Saat bergabung dengan Infernal Fiends Academy, akademi kecil yang selalu diremehkan, Yin Lian bertemu rekan-rekan yang sama keras kepala dan berbakatnya. Bersama mereka, ia menantang batas dunia Spirit Master, menghadapi persaingan sengit, konspirasi dari akademi besar, serta ancaman dari kekuatan yang mengendalikan dunia di balik bayangan.

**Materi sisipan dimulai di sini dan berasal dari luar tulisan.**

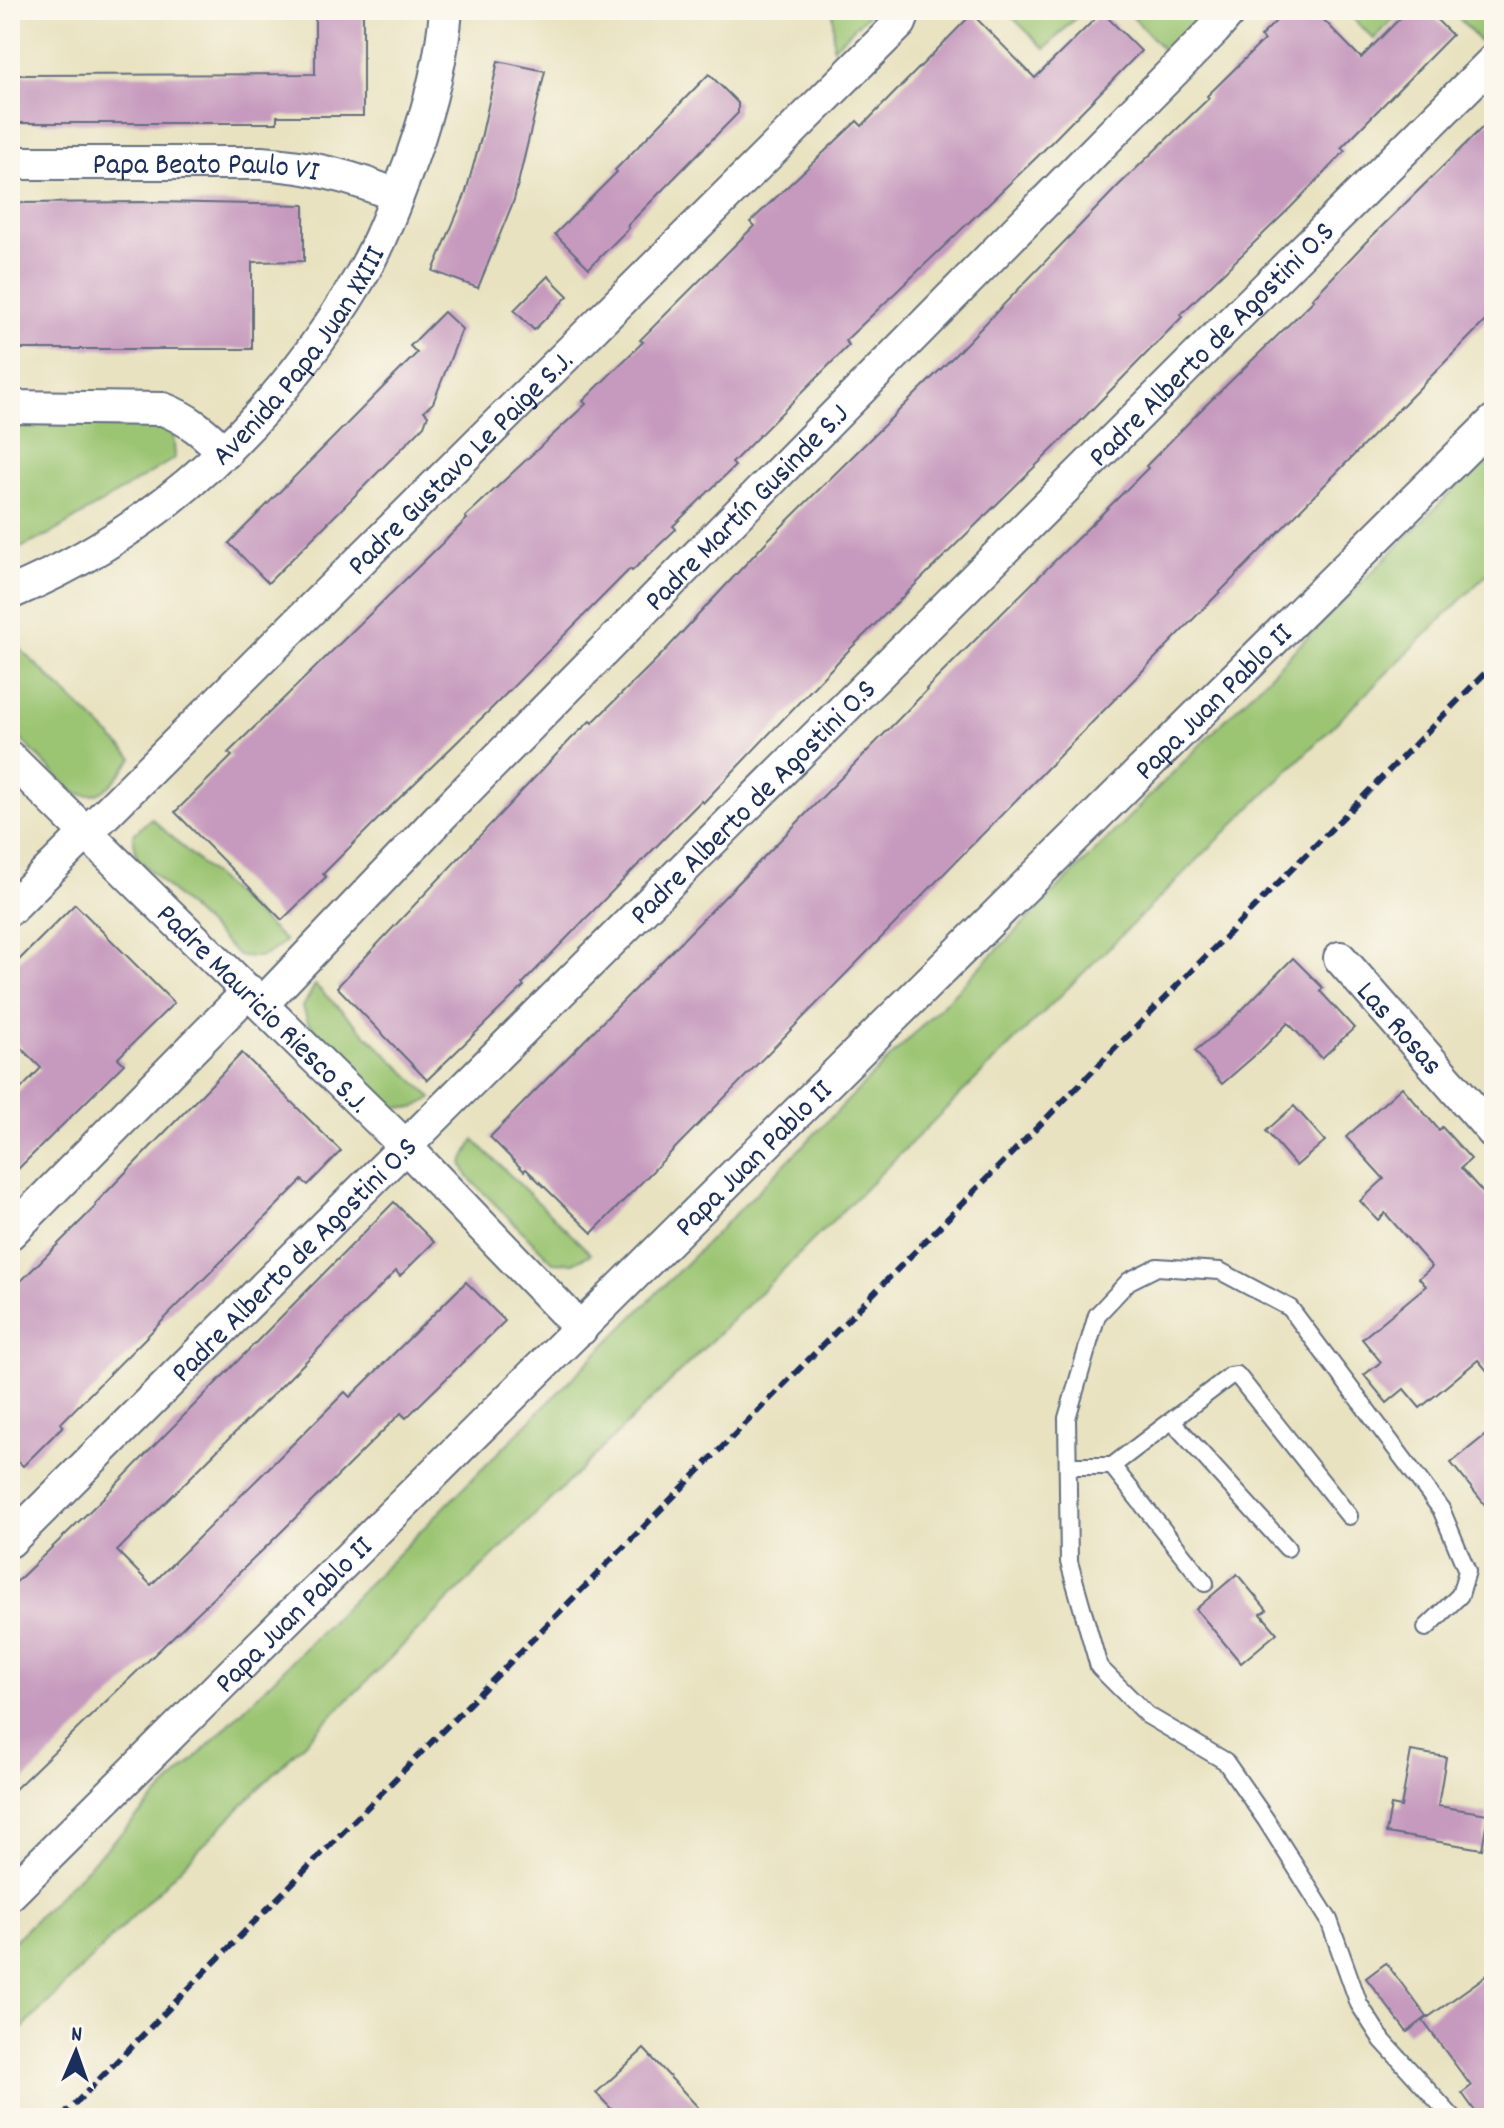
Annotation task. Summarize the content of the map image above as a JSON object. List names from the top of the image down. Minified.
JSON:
{"streets":{"street":["Papa Beato Paulo VI","Padre Alberto de Agostini O.S","Avenida Papa Juan XXIII","Padre Gustavo Le Paige S.J.","Padre Martín Gusinde S.J","Papa Juan Pablo II","Padre Mauricio Riesco S.J.","Las Rosas"]},"crossings":[["Papa Beato Paulo VI","Avenida Papa Juan XXIII"],["Padre Alberto de Agostini O.S","Padre Mauricio Riesco S.J."],["Padre Gustavo Le Paige S.J.","Padre Mauricio Riesco S.J."],["Padre Martín Gusinde S.J","Padre Mauricio Riesco S.J."],["Papa Juan Pablo II","Padre Mauricio Riesco S.J."]],"north":"top"}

Di tengah semua itu, sebuah rahasia besar terungkap - Netherworld Spirit Realm, dimensi tersembunyi yang menyimpan kekuatan tak terbayangkan. Kunci menuju puncak bukan hanya soal kekuatan, tetapi juga keberanian untuk menghadapi kegelapan yang mengintai.
⚠️pict : pinterest ⚠️
Karya ini diterbitkan atas izin NovelToon `AzizahNur`, isi konten hanyalah pandangan pribadi pembuatnya, tidak mewakili NovelToon sendiri
Chapter 20
Tiga orang anak dari asrama kelas 2 segera melompat maju, tanpa ragu.

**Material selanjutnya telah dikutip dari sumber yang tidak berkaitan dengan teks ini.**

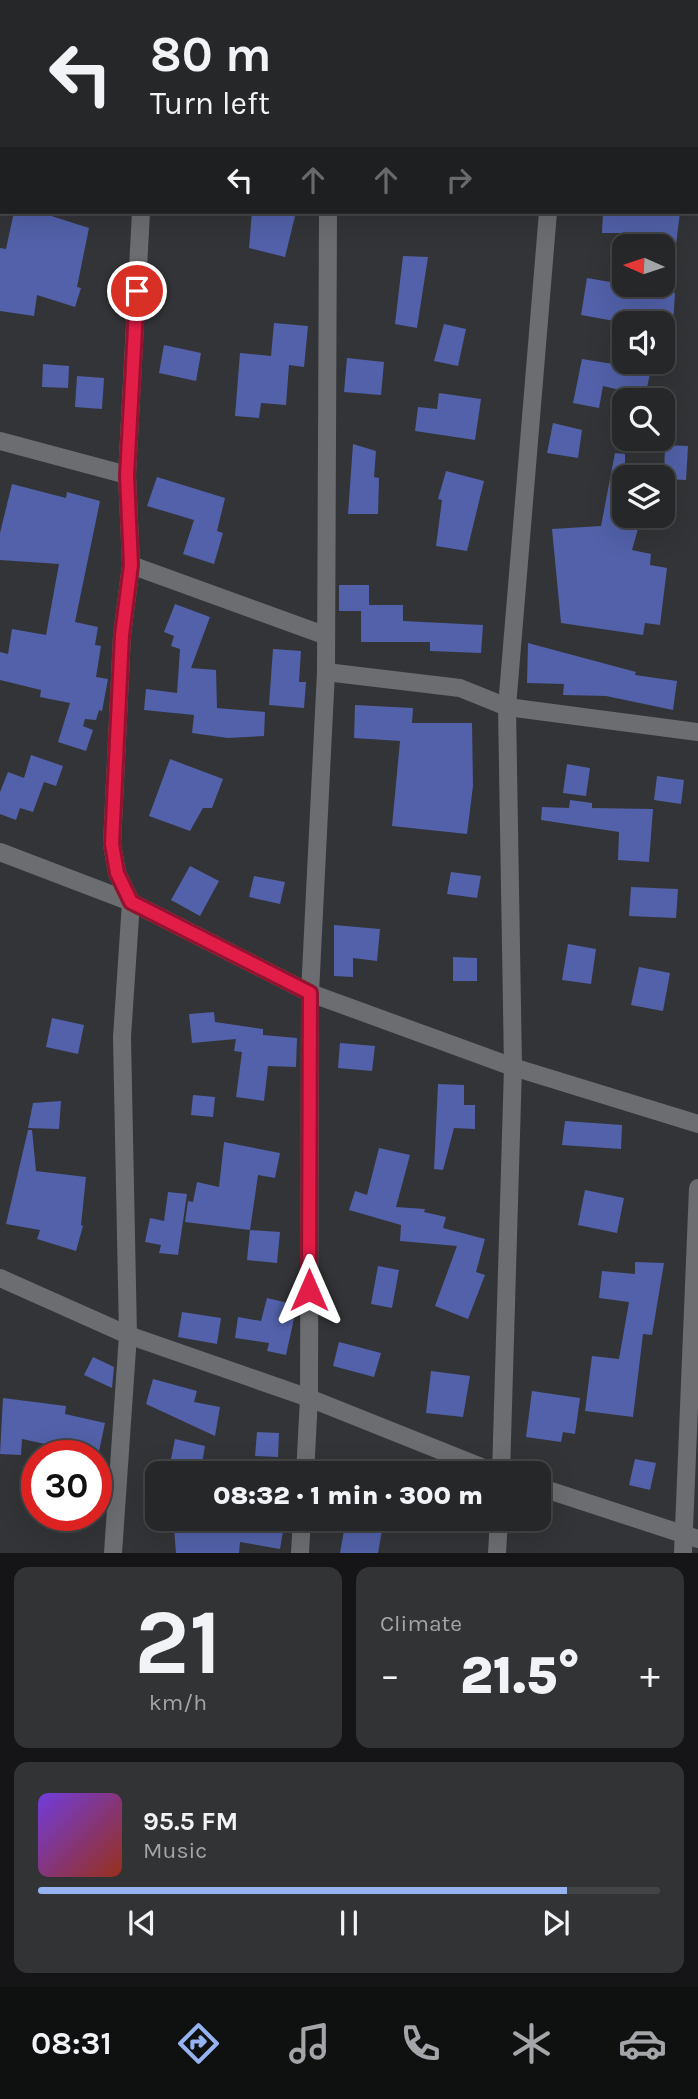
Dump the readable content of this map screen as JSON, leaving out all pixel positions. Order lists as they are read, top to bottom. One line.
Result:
{"north":"left","page":{"turn":["80 m","Turn left"],"limit":"30","trip":"08:32 · 1 min · 300 m","tile":[["21","km/h"],"Climate"],"heat":["−","21.5°","+"],"song":["95.5 FM","Music"],"tabs":"08:31"}}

Mereka langsung mengeluarkan martial soul mereka dan berlari ke arah Qian Liang.
Mata Yin Lian menyipit tajam.
"Begitu caramu menyelesaikan masalah?"
Tanpa ragu, ia langsung mengambil sebuah kayu panjang dari tanah dan berlari ke tengah arena.
Saat tiga orang itu hendak menyerang Qian Liang, Yin Lian melompat ke arah mereka.
Bugh!
Kayu di tangannya menghantam salah satu dari mereka di bahu, memaksa anak itu mundur selangkah.
Dua lainnya terkejut, tetapi Yin Lian tidak berhenti.
Dengan gerakan cepat, ia memutar kayunya dan menyerang lagi, membuat mereka kehilangan ritme serangan.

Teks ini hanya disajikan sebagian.